■ **TASK TO COMPLETE**:
Which lines of the listing below contain the word "image"? Return them.

BEGIN RAW DATA

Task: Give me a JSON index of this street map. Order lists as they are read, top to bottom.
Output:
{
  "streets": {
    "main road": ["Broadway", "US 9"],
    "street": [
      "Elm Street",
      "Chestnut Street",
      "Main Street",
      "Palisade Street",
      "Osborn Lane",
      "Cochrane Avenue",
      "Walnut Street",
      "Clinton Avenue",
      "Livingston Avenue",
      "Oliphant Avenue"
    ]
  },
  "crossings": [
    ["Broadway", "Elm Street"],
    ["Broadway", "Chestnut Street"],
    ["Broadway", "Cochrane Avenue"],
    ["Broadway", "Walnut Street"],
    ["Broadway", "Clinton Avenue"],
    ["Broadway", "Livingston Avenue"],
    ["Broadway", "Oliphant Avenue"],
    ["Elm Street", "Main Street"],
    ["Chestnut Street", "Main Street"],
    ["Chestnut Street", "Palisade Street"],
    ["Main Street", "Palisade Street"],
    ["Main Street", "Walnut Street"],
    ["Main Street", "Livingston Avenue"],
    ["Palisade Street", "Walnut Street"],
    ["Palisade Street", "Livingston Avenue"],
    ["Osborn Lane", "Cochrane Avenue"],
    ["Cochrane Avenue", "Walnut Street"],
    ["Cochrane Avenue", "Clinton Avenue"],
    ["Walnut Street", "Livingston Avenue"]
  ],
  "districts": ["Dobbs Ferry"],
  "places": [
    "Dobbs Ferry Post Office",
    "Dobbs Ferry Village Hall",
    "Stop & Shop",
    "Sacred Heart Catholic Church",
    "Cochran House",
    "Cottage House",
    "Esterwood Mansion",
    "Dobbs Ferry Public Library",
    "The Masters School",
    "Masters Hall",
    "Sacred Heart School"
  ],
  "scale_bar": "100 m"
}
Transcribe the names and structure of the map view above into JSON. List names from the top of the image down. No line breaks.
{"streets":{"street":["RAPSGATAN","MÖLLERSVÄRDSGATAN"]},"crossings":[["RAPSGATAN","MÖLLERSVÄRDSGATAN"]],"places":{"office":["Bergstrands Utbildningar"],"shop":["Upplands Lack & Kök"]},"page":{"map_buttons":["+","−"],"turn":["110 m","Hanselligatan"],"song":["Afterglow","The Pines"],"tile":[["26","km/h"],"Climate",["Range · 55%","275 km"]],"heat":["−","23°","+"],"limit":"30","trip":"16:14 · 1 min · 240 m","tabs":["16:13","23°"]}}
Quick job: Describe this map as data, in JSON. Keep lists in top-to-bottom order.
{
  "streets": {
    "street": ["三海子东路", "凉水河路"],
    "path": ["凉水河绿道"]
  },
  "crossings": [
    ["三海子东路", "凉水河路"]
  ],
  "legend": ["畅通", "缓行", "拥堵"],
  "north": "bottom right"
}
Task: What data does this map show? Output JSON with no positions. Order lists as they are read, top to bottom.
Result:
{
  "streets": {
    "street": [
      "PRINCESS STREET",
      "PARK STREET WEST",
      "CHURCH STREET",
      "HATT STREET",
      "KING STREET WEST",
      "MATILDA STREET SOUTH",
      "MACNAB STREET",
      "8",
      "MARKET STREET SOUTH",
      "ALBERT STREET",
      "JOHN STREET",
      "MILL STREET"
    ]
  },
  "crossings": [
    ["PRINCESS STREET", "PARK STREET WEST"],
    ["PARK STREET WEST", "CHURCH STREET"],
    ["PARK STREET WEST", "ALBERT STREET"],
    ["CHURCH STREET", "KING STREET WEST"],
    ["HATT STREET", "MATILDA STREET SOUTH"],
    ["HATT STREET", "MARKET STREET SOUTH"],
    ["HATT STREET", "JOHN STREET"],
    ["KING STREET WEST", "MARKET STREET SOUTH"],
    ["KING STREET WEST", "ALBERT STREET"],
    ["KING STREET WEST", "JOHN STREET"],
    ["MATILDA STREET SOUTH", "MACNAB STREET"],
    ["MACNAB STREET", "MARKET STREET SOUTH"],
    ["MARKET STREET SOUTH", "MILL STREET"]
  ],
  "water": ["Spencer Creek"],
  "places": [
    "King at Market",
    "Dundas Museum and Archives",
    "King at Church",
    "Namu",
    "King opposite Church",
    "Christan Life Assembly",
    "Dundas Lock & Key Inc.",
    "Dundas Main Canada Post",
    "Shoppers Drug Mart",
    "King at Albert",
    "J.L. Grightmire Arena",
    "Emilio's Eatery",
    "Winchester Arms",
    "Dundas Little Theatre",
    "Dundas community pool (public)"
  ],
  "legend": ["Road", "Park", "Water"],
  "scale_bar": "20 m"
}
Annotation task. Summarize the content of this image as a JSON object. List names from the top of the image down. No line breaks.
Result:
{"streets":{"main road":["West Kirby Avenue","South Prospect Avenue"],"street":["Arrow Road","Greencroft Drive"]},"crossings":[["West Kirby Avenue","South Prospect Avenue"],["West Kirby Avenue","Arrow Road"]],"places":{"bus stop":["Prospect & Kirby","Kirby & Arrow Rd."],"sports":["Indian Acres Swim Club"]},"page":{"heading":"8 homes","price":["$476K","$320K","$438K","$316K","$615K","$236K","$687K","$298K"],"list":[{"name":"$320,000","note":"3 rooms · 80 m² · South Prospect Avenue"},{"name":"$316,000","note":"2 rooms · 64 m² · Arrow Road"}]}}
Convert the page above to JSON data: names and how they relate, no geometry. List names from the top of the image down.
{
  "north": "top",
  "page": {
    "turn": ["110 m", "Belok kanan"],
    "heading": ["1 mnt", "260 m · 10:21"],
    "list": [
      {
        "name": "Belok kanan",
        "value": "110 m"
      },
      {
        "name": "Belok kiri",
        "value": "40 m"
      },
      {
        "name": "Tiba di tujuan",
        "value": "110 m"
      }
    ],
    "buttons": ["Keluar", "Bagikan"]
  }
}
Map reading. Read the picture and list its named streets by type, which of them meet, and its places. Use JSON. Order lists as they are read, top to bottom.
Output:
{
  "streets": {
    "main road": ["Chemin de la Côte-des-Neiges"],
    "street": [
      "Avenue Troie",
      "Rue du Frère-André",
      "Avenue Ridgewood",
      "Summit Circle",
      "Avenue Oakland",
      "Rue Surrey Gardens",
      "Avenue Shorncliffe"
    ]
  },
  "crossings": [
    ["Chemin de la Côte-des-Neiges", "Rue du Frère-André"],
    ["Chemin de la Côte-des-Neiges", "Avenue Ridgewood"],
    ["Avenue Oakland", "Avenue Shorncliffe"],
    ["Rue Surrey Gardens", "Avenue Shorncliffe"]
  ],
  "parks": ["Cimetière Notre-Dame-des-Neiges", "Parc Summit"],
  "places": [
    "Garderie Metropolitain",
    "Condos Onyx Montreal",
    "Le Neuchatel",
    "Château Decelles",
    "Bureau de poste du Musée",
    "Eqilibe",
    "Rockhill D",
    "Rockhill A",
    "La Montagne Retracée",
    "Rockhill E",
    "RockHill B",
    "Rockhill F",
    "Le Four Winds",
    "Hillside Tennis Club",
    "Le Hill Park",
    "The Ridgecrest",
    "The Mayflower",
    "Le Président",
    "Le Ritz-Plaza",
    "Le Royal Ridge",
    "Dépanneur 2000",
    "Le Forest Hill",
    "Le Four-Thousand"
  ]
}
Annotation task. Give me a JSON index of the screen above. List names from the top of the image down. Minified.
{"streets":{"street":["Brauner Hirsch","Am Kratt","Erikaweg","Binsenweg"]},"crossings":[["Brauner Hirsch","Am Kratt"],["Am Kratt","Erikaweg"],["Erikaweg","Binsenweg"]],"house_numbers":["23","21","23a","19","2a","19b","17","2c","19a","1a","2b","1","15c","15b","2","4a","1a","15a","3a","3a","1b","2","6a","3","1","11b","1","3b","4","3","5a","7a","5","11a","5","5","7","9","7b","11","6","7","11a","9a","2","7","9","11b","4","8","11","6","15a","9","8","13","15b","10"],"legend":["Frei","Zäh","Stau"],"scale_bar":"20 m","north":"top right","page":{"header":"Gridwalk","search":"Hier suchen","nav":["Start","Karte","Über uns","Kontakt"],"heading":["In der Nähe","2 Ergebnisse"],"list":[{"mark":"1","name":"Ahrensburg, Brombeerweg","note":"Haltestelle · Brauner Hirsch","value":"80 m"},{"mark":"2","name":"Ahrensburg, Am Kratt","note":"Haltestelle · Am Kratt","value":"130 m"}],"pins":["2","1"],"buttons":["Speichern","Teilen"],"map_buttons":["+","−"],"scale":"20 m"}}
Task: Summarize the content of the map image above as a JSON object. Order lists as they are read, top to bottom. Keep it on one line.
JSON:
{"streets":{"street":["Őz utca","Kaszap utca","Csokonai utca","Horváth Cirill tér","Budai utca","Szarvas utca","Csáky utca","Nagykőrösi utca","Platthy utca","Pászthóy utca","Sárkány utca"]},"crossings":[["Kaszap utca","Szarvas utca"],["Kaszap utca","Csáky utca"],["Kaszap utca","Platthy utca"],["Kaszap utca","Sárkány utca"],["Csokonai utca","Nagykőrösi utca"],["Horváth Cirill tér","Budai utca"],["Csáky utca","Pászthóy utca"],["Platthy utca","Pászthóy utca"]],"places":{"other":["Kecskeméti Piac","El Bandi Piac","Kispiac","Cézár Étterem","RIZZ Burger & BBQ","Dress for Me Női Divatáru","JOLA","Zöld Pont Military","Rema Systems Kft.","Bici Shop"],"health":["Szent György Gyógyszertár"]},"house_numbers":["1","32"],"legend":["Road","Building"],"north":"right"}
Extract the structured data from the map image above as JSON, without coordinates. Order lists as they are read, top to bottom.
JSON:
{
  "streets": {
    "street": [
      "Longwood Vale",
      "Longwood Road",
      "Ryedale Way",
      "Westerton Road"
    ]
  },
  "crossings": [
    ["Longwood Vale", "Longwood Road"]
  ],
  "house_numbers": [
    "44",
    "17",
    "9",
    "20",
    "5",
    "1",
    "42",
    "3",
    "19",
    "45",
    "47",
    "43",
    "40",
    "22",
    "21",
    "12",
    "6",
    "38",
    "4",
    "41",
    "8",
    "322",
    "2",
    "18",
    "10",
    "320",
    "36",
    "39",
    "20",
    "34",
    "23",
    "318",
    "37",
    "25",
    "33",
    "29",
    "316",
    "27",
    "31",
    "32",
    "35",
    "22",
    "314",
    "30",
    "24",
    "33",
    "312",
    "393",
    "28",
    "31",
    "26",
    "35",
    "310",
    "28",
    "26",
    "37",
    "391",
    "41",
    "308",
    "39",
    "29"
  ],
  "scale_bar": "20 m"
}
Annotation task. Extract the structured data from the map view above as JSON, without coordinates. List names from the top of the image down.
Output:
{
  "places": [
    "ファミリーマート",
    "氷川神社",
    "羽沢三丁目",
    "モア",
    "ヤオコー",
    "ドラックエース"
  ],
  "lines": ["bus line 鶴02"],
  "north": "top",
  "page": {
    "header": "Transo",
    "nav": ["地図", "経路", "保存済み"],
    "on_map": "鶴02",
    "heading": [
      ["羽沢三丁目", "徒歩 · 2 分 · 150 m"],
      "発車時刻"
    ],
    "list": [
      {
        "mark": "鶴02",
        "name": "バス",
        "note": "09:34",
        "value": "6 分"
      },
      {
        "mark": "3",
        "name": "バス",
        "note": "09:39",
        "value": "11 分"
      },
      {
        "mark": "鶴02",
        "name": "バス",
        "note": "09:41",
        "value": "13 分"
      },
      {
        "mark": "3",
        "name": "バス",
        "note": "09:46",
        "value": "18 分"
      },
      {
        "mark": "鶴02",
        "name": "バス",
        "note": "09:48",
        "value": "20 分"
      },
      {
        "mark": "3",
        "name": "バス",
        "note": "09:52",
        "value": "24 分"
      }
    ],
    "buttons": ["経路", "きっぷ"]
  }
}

END RAW DATA

■ **REPLY TO THE EXERCISE**:
Transcribe the names and structure of the map view above into JSON. List names from the top of the image down. No line breaks.
Annotation task. Summarize the content of this image as a JSON object. List names from the top of the image down. No line breaks.
Convert the page above to JSON data: names and how they relate, no geometry. List names from the top of the image down.
Annotation task. Give me a JSON index of the screen above. List names from the top of the image down. Minified.
Task: Summarize the content of the map image above as a JSON object. Order lists as they are read, top to bottom. Keep it on one line.
Extract the structured data from the map image above as JSON, without coordinates. Order lists as they are read, top to bottom.
Annotation task. Extract the structured data from the map view above as JSON, without coordinates. List names from the top of the image down.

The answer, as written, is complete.